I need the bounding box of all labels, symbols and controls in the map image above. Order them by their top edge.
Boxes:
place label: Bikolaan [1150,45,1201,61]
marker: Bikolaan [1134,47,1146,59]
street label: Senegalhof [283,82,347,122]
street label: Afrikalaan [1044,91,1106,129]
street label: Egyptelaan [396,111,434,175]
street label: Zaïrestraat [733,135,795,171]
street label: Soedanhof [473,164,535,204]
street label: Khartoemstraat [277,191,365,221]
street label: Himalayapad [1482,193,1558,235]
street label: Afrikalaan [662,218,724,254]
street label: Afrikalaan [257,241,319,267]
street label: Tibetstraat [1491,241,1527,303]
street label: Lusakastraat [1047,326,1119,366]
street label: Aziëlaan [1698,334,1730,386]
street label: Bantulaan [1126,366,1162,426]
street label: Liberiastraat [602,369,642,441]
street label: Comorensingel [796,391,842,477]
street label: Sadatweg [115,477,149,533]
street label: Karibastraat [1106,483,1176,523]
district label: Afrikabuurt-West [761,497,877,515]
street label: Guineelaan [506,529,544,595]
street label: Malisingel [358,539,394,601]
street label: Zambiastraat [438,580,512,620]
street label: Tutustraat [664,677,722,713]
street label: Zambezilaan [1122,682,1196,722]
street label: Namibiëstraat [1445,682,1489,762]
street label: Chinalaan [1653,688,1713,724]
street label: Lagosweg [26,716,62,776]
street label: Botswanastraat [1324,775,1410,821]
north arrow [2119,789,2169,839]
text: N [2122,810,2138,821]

* * * *

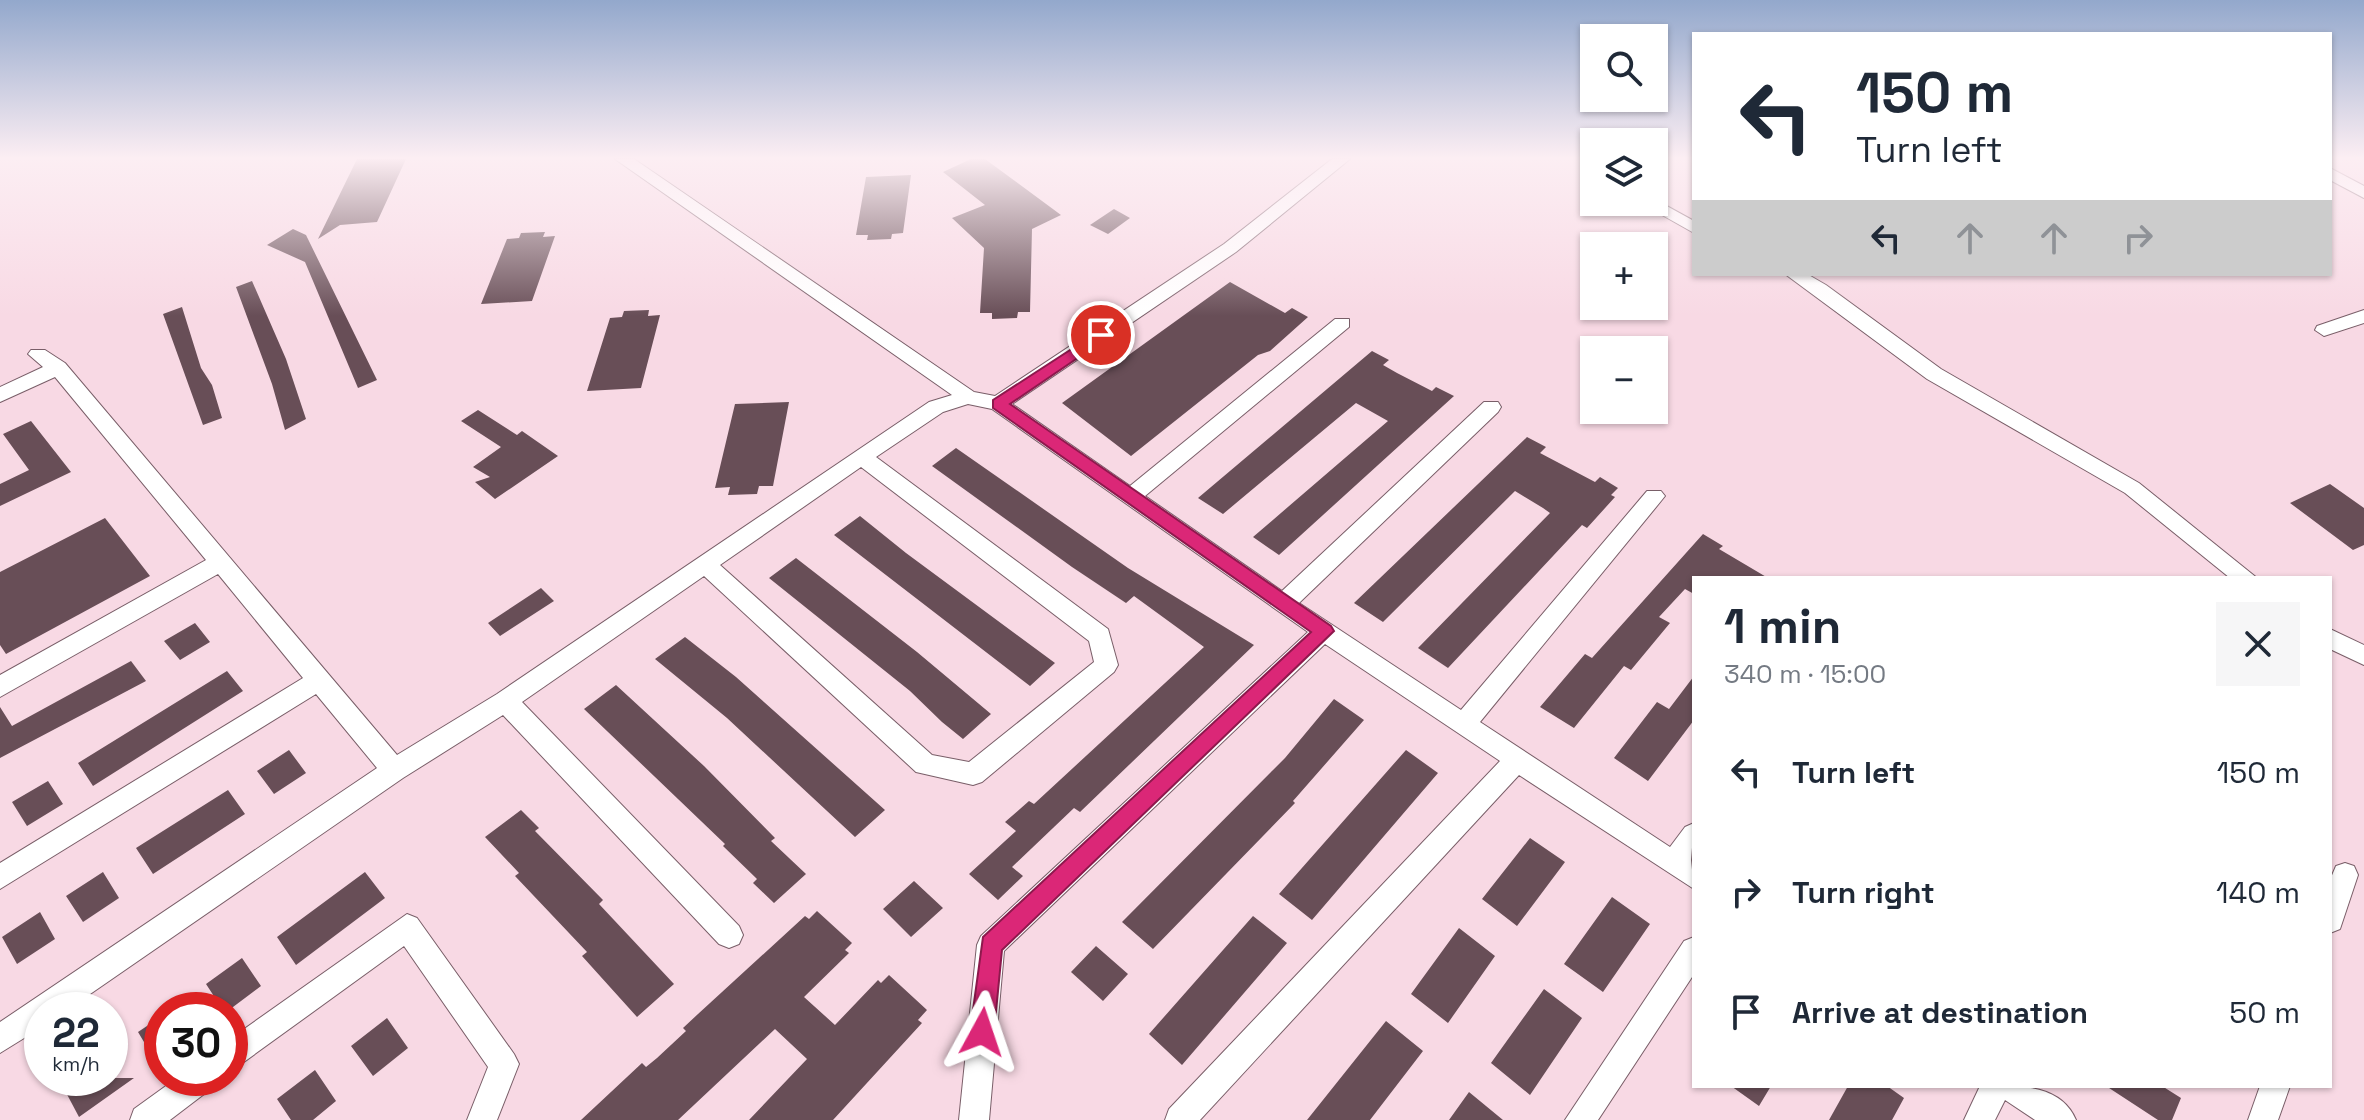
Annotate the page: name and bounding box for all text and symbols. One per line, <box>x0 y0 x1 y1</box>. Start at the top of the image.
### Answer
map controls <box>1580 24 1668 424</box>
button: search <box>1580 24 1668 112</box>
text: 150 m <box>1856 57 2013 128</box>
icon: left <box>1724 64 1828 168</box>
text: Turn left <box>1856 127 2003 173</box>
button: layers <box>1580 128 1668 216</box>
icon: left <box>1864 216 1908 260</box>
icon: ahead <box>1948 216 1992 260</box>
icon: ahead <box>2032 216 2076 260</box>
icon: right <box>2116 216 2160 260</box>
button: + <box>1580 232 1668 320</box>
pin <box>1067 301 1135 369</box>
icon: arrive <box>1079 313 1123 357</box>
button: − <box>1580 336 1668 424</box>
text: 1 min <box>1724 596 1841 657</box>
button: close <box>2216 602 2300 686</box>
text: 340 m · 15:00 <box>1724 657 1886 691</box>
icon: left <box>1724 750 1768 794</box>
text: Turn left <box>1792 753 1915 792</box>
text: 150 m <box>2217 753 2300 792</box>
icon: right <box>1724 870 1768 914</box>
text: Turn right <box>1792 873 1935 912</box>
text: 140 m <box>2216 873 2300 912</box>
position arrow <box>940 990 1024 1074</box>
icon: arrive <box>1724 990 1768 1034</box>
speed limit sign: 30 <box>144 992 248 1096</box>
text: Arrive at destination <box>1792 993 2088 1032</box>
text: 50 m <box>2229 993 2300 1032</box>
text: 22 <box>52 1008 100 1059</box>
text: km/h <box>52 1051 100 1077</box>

* * * *

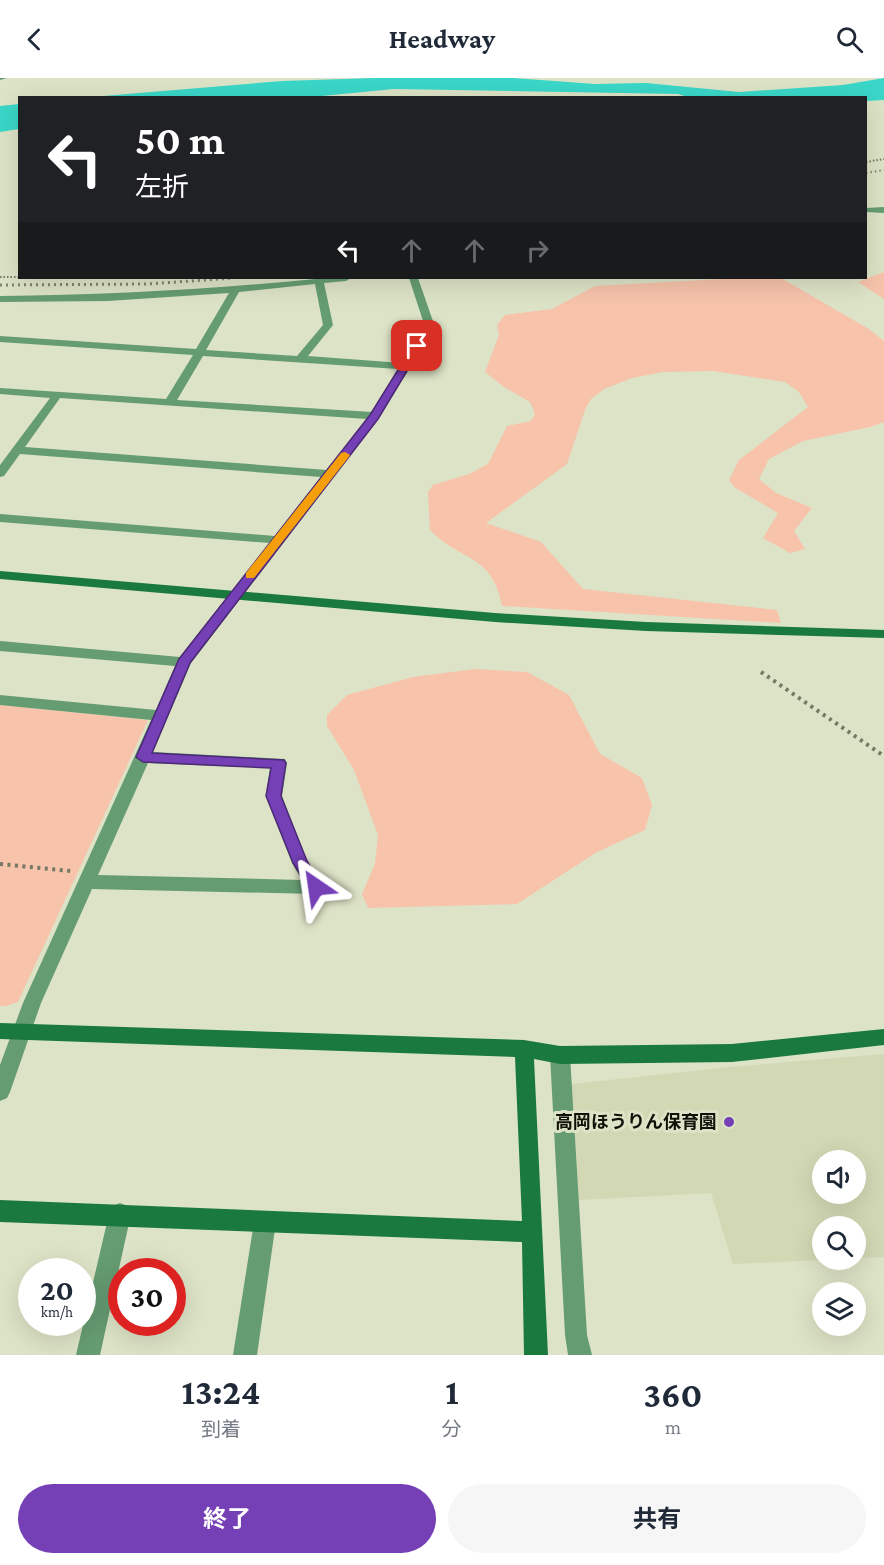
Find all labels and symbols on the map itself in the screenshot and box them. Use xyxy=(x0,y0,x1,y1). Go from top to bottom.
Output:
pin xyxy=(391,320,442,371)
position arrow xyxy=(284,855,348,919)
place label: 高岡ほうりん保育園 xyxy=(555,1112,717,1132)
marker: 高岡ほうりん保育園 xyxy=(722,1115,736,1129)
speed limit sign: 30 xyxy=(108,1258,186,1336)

* * * *

=== What is being asked ===
Look through the material and copy each line that has "them".

=== Task result ===
I need the bounding box of all labels, symbols and controls in the map image above. Order them by their top edge.
Find all labels and symbols on the map itself in the screenshot and box them. Use xyxy=(x0,y0,x1,y1). Go from top to bottom.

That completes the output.